Cambridge Centre for Health Services Research, Institute of Public Health, University of Cambridge, Cambridge, UK.
Primary Care Unit, Department of Public Health and Primary Care, University of Cambridge, Cambridge, UK.
Value Health. 2018 Jun;21(6):669-676. doi: 10.1016/j.jval.2017.10.009. Epub 2017 Dec 8.
Expert elicitation is required to inform decision making when relevant "better quality" data either do not exist or cannot be collected. An example of this is to inform decisions as to whether to screen for melanoma. A key input is the counterfactual, in this case the natural history of melanoma in patients who are undiagnosed and hence untreated.

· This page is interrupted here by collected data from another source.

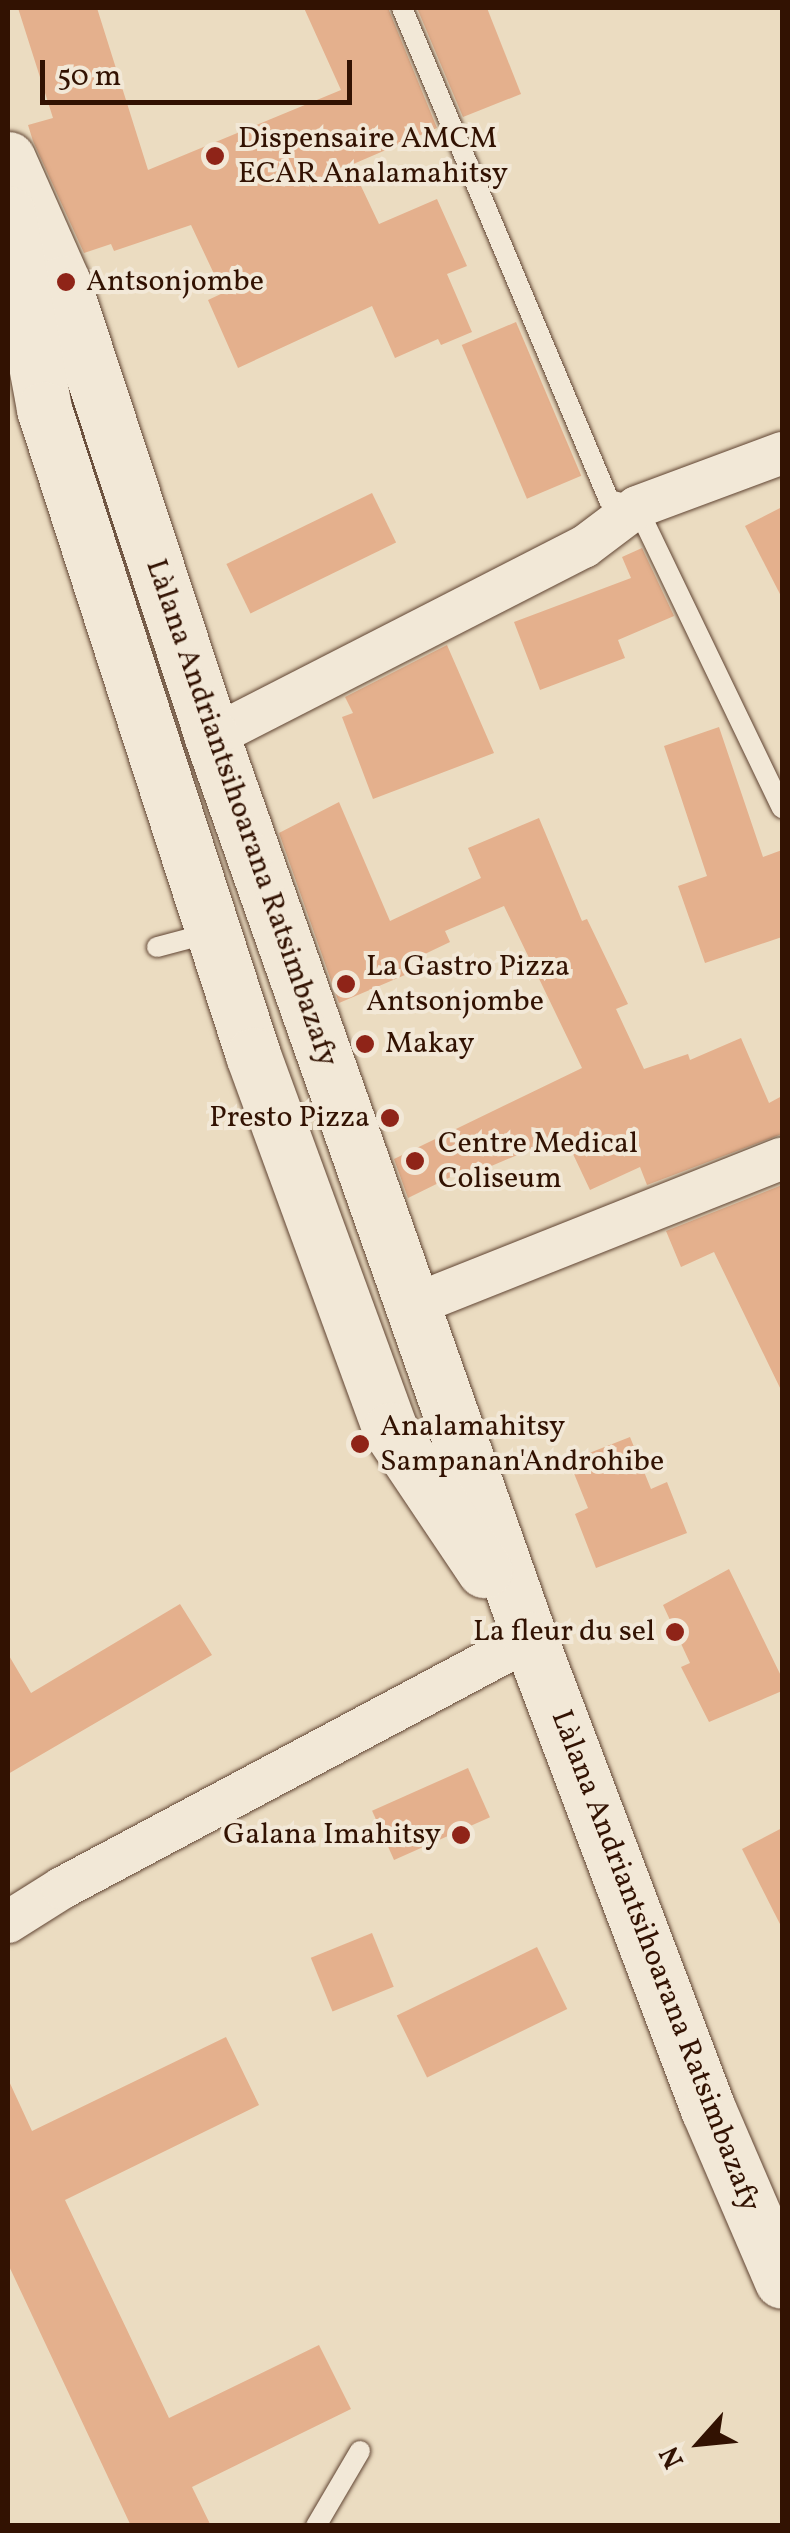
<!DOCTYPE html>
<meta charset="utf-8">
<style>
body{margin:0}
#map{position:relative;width:790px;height:2533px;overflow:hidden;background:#ebdcc1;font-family:Vollkorn,serif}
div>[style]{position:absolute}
.building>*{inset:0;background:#e4b08d;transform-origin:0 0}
.roads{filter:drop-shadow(0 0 2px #604432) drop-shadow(0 0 2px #604432)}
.lane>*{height:20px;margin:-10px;padding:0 10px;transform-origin:10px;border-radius:10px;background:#f2e8d7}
.street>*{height:42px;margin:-21px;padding:0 21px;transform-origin:21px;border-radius:21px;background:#f2e8d7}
.secondary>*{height:55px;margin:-27.5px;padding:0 27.5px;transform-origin:27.5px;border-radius:27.5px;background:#f2e8d7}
.dots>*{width:28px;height:28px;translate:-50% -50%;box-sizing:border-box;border:5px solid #f2e8d7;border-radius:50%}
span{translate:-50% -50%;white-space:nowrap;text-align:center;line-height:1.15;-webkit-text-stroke:8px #f2e8d7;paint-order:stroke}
.poi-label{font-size:30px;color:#321202}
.left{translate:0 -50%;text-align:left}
.right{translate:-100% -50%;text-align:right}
.street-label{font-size:30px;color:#321202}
.frame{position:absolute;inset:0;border:10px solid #321202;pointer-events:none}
.north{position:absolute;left:650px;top:2393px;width:100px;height:100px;-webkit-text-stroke:8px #f2e8d7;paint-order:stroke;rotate:243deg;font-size:28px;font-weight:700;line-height:40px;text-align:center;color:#321202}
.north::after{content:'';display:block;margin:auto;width:35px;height:45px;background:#321202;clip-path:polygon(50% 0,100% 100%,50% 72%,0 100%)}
.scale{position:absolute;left:40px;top:60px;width:312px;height:45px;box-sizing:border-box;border:5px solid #321202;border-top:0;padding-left:12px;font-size:30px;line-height:35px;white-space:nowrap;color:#321202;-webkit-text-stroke:8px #f2e8d7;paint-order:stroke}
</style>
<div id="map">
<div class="building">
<i style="clip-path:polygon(18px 8px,97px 8px,148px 170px,341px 90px,304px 8px,388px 8px,437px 128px,351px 165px,379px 224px,437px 199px,467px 266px,447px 274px,472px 332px,441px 345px,438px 339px,395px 358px,372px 306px,238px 368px,208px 300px,223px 293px,191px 225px,114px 251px,111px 244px,84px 253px,33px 141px,28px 125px,53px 118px)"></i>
<i style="clip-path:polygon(417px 8px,487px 8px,521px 94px,463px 117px)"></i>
<i style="left:516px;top:322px;width:167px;height:59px;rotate:67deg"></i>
<i style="left:372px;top:493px;width:55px;height:162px;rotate:64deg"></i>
<i style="clip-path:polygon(782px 507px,782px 598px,745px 526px)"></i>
<i style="clip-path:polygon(642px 548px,674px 616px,618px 640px,625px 658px,540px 690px,514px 622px,631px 578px,622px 557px)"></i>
<i style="clip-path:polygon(447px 645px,494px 753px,373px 799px,342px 717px,353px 713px,345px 697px)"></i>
<i style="clip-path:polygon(719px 727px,763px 857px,782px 850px,782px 937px,705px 963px,678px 886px,707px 876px,664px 746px)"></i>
<i style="clip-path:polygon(339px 802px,390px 921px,481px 878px,468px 848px,539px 818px,582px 921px,587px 919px,628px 1004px,616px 1009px,644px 1069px,688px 1054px,690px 1060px,741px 1038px,769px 1103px,782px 1096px,782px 1134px,647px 1185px,640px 1167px,590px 1190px,564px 1135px,468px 1176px,465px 1170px,408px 1198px,394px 1159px,582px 1068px,504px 906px,445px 931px,450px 942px,408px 962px,412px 972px,339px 1003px,279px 833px)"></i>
<i style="clip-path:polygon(782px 1185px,782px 1392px,714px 1252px,681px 1267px,666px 1231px)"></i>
<i style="clip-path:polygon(630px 1437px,651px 1489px,667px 1482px,687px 1533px,596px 1568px,575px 1514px,588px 1508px,569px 1461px)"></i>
<i style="clip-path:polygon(729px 1569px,782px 1678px,782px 1691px,709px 1722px,681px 1667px,690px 1663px,663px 1605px)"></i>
<i style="clip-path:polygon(180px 1604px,212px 1655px,8px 1774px,8px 1654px,31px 1693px)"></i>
<i style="left:468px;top:1768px;width:54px;height:105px;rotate:66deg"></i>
<i style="clip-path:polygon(782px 1828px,782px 1928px,742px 1849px)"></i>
<i style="left:372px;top:1933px;width:58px;height:66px;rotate:68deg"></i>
<i style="left:537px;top:1947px;width:69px;height:156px;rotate:64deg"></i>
<i style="clip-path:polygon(226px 2037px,259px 2105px,65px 2200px,169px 2418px,319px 2345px,351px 2409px,192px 2487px,211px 2526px,131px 2526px,8px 2264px,8px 2079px,32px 2131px)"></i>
</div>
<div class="roads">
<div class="lane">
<i style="left:402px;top:8px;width:534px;rotate:67.18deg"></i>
<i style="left:609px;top:500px;width:29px;rotate:14deg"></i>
<i style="left:637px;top:507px;width:334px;rotate:64.3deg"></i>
<i style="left:157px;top:947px;width:55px;rotate:-14.8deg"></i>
<i style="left:316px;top:2526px;width:87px;rotate:-59.6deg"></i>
</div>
<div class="street">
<i style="left:212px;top:737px;width:418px;rotate:-27.1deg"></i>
<i style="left:584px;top:547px;width:66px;rotate:-37deg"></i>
<i style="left:637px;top:507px;width:155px;rotate:-20.4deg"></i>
<i style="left:411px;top:1306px;width:399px;rotate:-21.7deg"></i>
<i style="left:8px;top:1922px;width:64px;rotate:-32.2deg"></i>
<i style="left:62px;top:1888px;width:530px;rotate:-28.02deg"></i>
</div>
<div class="secondary">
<i style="left:8px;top:159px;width:136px;rotate:66.1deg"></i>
<i style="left:63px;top:283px;width:478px;rotate:71.8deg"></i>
<i style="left:212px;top:737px;width:956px;rotate:70.58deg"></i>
<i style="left:530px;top:1639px;width:503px;rotate:69.26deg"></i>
<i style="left:708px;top:2109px;width:187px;rotate:66.7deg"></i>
<i style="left:8px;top:214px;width:198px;rotate:79.5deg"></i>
<i style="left:44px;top:409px;width:679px;rotate:72.07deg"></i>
<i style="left:253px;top:1055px;width:399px;rotate:69.9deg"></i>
<i style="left:390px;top:1430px;width:169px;rotate:56.1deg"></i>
</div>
</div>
<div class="dots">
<i style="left:215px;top:156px;background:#8f2418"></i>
<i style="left:66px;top:282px;background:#8f2418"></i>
<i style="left:346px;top:984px;background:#8f2418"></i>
<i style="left:365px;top:1044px;background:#8f2418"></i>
<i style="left:390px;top:1118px;background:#8f2418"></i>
<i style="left:415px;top:1161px;background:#8f2418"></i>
<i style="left:360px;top:1444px;background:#8f2418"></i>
<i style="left:675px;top:1632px;background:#8f2418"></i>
<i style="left:461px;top:1835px;background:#8f2418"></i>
</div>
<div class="poi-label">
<span class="left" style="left:238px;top:156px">Dispensaire AMCM<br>ECAR Analamahitsy</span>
<span class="left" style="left:86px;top:282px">Antsonjombe</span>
<span class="left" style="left:366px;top:984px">La Gastro Pizza<br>Antsonjombe</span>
<span class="left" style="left:385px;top:1044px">Makay</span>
<span class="right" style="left:370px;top:1118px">Presto Pizza</span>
<span class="left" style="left:438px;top:1161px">Centre Medical<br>Coliseum</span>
<span class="left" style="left:380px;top:1444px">Analamahitsy<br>Sampanan'Androhibe</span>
<span class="right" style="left:655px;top:1632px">La fleur du sel</span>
<span class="right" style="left:441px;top:1835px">Galana Imahitsy</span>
</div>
<div class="street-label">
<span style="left:241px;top:813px;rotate:71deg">Làlana Andriantsihoarana Ratsimbazafy</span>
<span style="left:655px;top:1961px;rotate:69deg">Làlana Andriantsihoarana Ratsimbazafy</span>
</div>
<div class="frame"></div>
<div class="north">N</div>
<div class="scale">50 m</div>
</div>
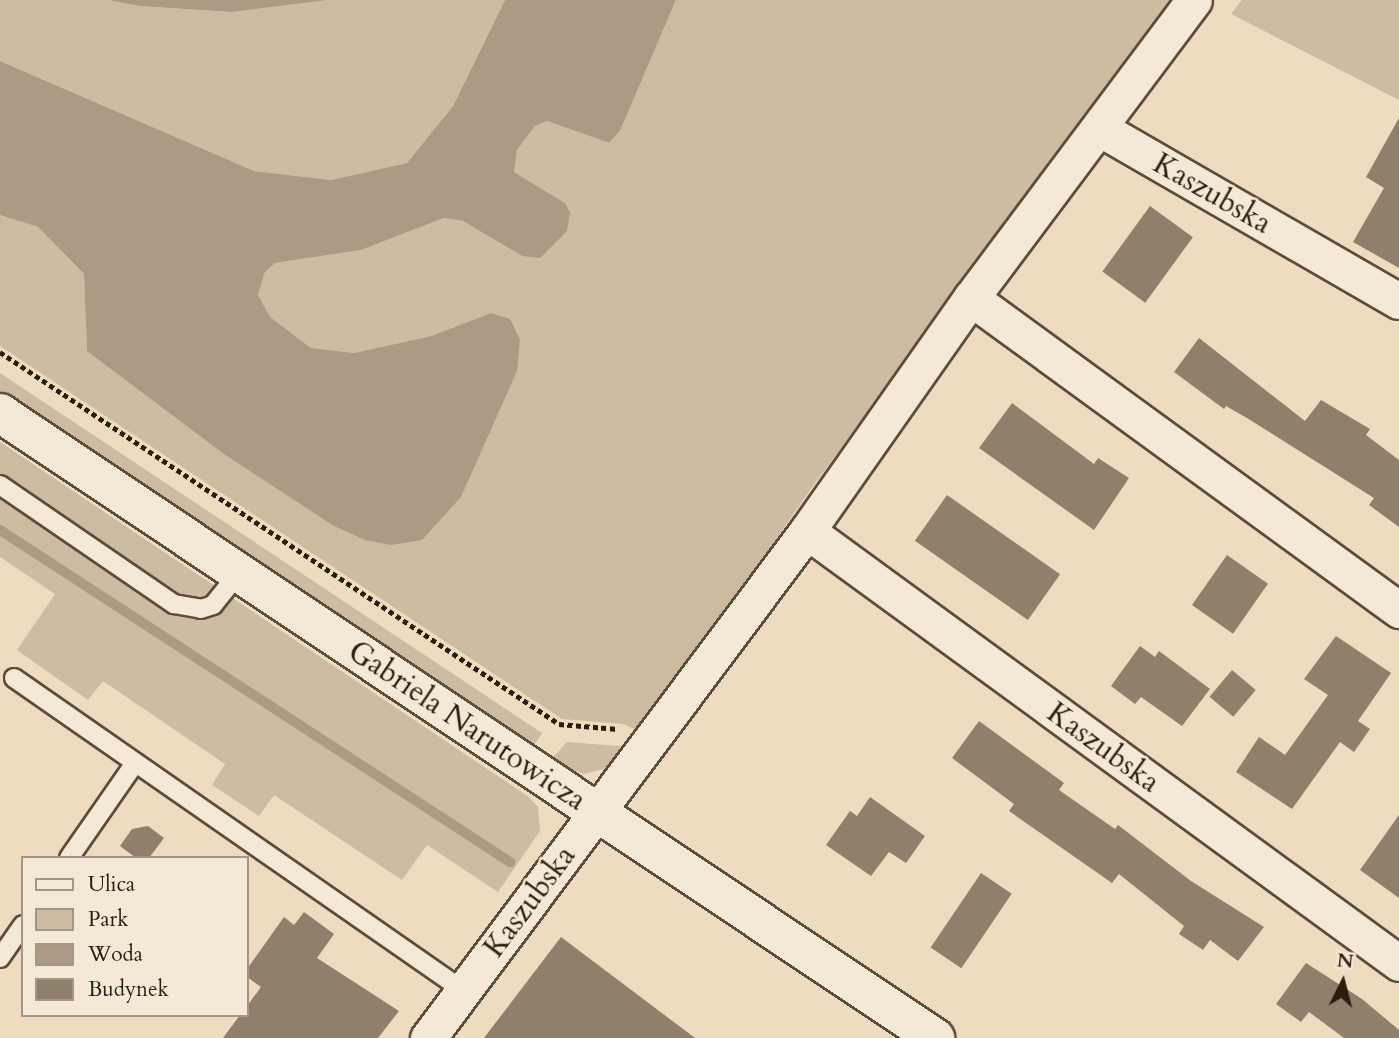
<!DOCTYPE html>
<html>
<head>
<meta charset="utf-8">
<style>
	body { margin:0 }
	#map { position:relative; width:1399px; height:1038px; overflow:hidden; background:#eedbc0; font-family:Cardo,serif }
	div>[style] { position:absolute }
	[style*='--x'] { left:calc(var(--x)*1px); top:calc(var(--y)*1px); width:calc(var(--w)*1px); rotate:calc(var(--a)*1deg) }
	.green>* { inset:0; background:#cdbba2 }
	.water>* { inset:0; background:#ac9a84 }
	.stream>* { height:10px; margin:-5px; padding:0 5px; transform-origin:5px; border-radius:5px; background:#ac9a84 }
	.building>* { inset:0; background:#907f6b; transform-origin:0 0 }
	.path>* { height:4.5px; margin-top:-2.25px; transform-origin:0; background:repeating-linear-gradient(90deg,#2b1c0f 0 5px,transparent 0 8.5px) }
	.roads { filter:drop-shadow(2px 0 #5c4c3b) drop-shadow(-2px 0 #5c4c3b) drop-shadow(0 2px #5c4c3b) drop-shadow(0 -2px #5c4c3b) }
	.lane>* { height:18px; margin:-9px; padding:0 9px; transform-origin:9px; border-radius:9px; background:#f4e8d6 }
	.street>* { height:35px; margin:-17.5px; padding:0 17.5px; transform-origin:17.5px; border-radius:17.5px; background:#f4e8d6 }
	.secondary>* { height:38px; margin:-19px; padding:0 19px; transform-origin:19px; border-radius:19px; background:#f4e8d6 }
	span { translate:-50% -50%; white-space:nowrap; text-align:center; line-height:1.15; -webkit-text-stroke:5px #f4e8d6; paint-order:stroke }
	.street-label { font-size:30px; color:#2b1c0f }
	.legend { position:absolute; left:21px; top:856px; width:228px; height:161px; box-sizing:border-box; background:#f4e8d6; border:2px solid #a49686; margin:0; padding:9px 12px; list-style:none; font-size:21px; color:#2b1c0f }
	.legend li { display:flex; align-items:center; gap:14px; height:35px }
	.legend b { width:35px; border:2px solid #a49686 }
	.north { position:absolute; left:1308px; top:947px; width:70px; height:70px; -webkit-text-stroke:5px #f4e8d6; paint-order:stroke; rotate:6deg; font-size:19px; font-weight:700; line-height:28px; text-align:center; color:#2b1c0f }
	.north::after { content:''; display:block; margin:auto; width:24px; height:32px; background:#2b1c0f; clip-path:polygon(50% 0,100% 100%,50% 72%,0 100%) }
</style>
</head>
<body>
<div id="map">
	<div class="green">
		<div style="clip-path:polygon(0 0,108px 0,139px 6px,231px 12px,328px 0,505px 0,453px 106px,407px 163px,331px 180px,254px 171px,0 61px)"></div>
		<div style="clip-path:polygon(676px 0,1173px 0,810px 490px,643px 733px,624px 724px,562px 719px,0 346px,0 215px,38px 227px,84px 274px,87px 351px,461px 497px,520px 339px,510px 320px,491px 313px,431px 336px,354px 353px,311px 348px,270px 317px,258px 295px,265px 272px,275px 263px,361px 250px,444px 218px,463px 221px,522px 256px,565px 203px,514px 172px,517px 150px,535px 126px,547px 121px,609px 143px,620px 131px)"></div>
		<div style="clip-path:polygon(1242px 0,1399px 0,1399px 100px,1231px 14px)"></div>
		<div style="clip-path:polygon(0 373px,542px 733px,531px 750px,0 394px)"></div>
		<div style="clip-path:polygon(0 442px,529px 797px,538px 807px,540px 831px,498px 892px,427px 845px,402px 880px,274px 795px,259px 816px,212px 785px,225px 764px,103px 681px,88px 700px,17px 650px,55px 594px,0 557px)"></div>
		<div style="clip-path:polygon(567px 742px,619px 746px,629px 751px,615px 766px,584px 774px,550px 761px)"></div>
	</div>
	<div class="water">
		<div style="clip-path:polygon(108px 0,328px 0,231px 12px,139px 6px)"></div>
		<div style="clip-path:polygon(505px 0,676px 0,620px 131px,609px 143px,547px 121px,535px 126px,517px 150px,514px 172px,565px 203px,570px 213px,567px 231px,540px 258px,522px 256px,463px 221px,444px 218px,361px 250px,275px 263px,265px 272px,258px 295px,270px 317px,311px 348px,354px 353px,431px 336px,491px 313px,510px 319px,520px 339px,517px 371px,461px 497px,422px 540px,391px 545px,365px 540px,334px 526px,224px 454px,87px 351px,84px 274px,38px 227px,0 215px,0 61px,254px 171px,331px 180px,407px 163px,453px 106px)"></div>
	</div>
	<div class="stream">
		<div style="--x:0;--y:530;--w:609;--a:33.06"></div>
	</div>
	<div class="building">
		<div style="clip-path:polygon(1399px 118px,1399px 268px,1353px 242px,1384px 188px,1366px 177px)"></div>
		<div style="left:1150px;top:206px;width:53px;height:81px;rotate:36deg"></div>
		<div style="clip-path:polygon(1199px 338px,1305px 421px,1321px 400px,1370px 429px,1366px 435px,1399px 460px,1399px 527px,1369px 505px,1374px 498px,1247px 418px,1226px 406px,1224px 409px,1174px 372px)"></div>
		<div style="clip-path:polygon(1012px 403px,1094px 464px,1098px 458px,1129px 478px,1094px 530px,979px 448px)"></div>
		<div style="left:947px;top:495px;width:138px;height:56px;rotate:35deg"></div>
		<div style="left:1227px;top:555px;width:50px;height:61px;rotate:35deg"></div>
		<div style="clip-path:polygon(1336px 636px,1391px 673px,1358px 721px,1370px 729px,1354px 752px,1340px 742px,1292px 809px,1236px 772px,1259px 737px,1285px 755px,1328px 695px,1304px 679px)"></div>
		<div style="clip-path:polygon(1140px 646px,1155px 657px,1159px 651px,1210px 689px,1182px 726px,1141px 697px,1135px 704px,1111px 686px)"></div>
		<div style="left:1232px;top:670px;width:31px;height:35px;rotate:40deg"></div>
		<div style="clip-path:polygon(979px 721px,1064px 783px,1059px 790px,1115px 829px,1118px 825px,1191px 881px,1264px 927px,1238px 961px,1210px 940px,1203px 950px,1179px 934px,1184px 926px,1119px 874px,1112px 883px,1009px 811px,1014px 804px,952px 758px)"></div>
		<div style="clip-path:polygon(870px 797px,925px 836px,906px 863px,889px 852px,871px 876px,826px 845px,850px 811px,857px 816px)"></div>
		<div style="clip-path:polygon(1399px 815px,1399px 898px,1360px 870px)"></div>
		<div style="clip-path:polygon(148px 826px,164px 838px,149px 858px,136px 858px,120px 846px,132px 829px)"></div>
		<div style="left:981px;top:873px;width:37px;height:90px;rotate:34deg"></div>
		<div style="clip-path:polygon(304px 912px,334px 934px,317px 958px,399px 1011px,378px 1038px,223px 1038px,240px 1015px,247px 1015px,247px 1006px,261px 987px,247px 977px,247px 969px,284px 917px,294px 925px)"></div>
		<div style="clip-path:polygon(561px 937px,695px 1038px,484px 1038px)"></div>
		<div style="clip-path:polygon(1306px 963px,1362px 999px,1399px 1030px,1399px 1038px,1344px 1038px,1309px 1012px,1301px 1022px,1276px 1004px)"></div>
	</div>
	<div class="path">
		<div style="--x:0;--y:352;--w:671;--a:33.64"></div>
		<div style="--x:559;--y:724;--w:59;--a:4.8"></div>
	</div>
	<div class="roads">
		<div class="lane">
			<div style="--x:0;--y:485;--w:211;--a:34.4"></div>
			<div style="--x:174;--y:604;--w:27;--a:10"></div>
			<div style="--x:201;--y:609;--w:13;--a:-18"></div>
			<div style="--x:213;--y:605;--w:41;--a:-50.9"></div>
			<div style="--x:14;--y:678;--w:548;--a:34.82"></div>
			<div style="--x:69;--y:858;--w:116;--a:-55.2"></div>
			<div style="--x:0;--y:958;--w:40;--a:-55.1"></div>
		</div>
		<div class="street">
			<div style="--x:1099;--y:128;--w:346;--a:30"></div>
			<div style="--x:971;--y:298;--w:530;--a:36.09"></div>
			<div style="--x:807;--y:531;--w:733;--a:36.12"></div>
			<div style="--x:428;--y:1038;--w:633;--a:-53.22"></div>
			<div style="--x:807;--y:531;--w:285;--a:-54.9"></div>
			<div style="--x:971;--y:298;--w:372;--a:-53.2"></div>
		</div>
		<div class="secondary">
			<div style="--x:0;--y:413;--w:1125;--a:33.76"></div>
		</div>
	</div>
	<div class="street-label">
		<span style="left:1212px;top:194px;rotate:30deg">Kaszubska</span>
		<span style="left:467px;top:726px;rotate:34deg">Gabriela Narutowicza</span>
		<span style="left:1103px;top:748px;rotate:36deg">Kaszubska</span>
		<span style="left:530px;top:902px;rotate:-53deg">Kaszubska</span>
	</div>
	<ul class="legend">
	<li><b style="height:9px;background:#f4e8d6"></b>Ulica</li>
	<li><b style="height:19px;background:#cdbba2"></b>Park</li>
	<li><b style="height:19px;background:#ac9a84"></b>Woda</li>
	<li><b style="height:19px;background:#907f6b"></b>Budynek</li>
	</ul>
	<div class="north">N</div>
</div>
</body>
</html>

To elicit expert opinion on the probability of disease progression in patients with melanoma that is undetected and hence untreated.
A bespoke webinar-based expert elicitation protocol was administered to 14 participants in the United Kingdom, Australia, and New Zealand, comprising 12 multinomial questions on the probability of progression from one disease stage to another in the absence of treatment. A modified Connor-Mosimann distribution was fitted to individual responses to each question. Individual responses were pooled using a Monte-Carlo simulation approach. Participants were asked to provide feedback on the process.
A pooled modified Connor-Mosimann distribution was successfully derived from participants' responses. Feedback from participants was generally positive, with 86% willing to take part in such an exercise again. Nevertheless, only 57% of participants felt that this was a valid approach to determine the risk of disease progression. Qualitative feedback reflected some understanding of the need to rely on expert elicitation in the absence of "hard" data.
We successfully elicited and pooled the beliefs of experts in melanoma regarding the probability of disease progression in a format suitable for inclusion in a decision-analytic model.
当相关的“高质量”数据不存在或无法收集时,需要进行专家评估以提供决策依据。例如,这可用于告知是否对黑色素瘤进行筛查的决策。一个关键的输入是反事实情况,在这种情况下,是未经诊断和未经治疗的黑色素瘤患者的自然病史。
评估黑色素瘤患者在未被发现和未经治疗的情况下疾病进展的概率的专家意见。
对来自英国、澳大利亚和新西兰的 14 名参与者进行了一项专门的基于网络研讨会的专家评估方案,该方案包含 12 个关于在未接受治疗的情况下从一种疾病阶段进展到另一种疾病阶段的概率的多项选择问题。对每个问题的个体反应进行了修正的 Connor-Mosimann 分布拟合。使用蒙特卡罗模拟方法对个体反应进行了汇总。要求参与者对过程提供反馈。
从参与者的反应中成功推导出了一个汇总的修正 Connor-Mosimann 分布。参与者的反馈总体上是积极的,86%的人愿意再次参与此类活动。然而,只有 57%的参与者认为这是确定疾病进展风险的有效方法。定性反馈反映了一些人理解在缺乏“硬”数据的情况下需要依赖专家评估的必要性。
我们成功地评估并汇总了黑色素瘤专家对疾病进展概率的意见,以适合纳入决策分析模型的格式。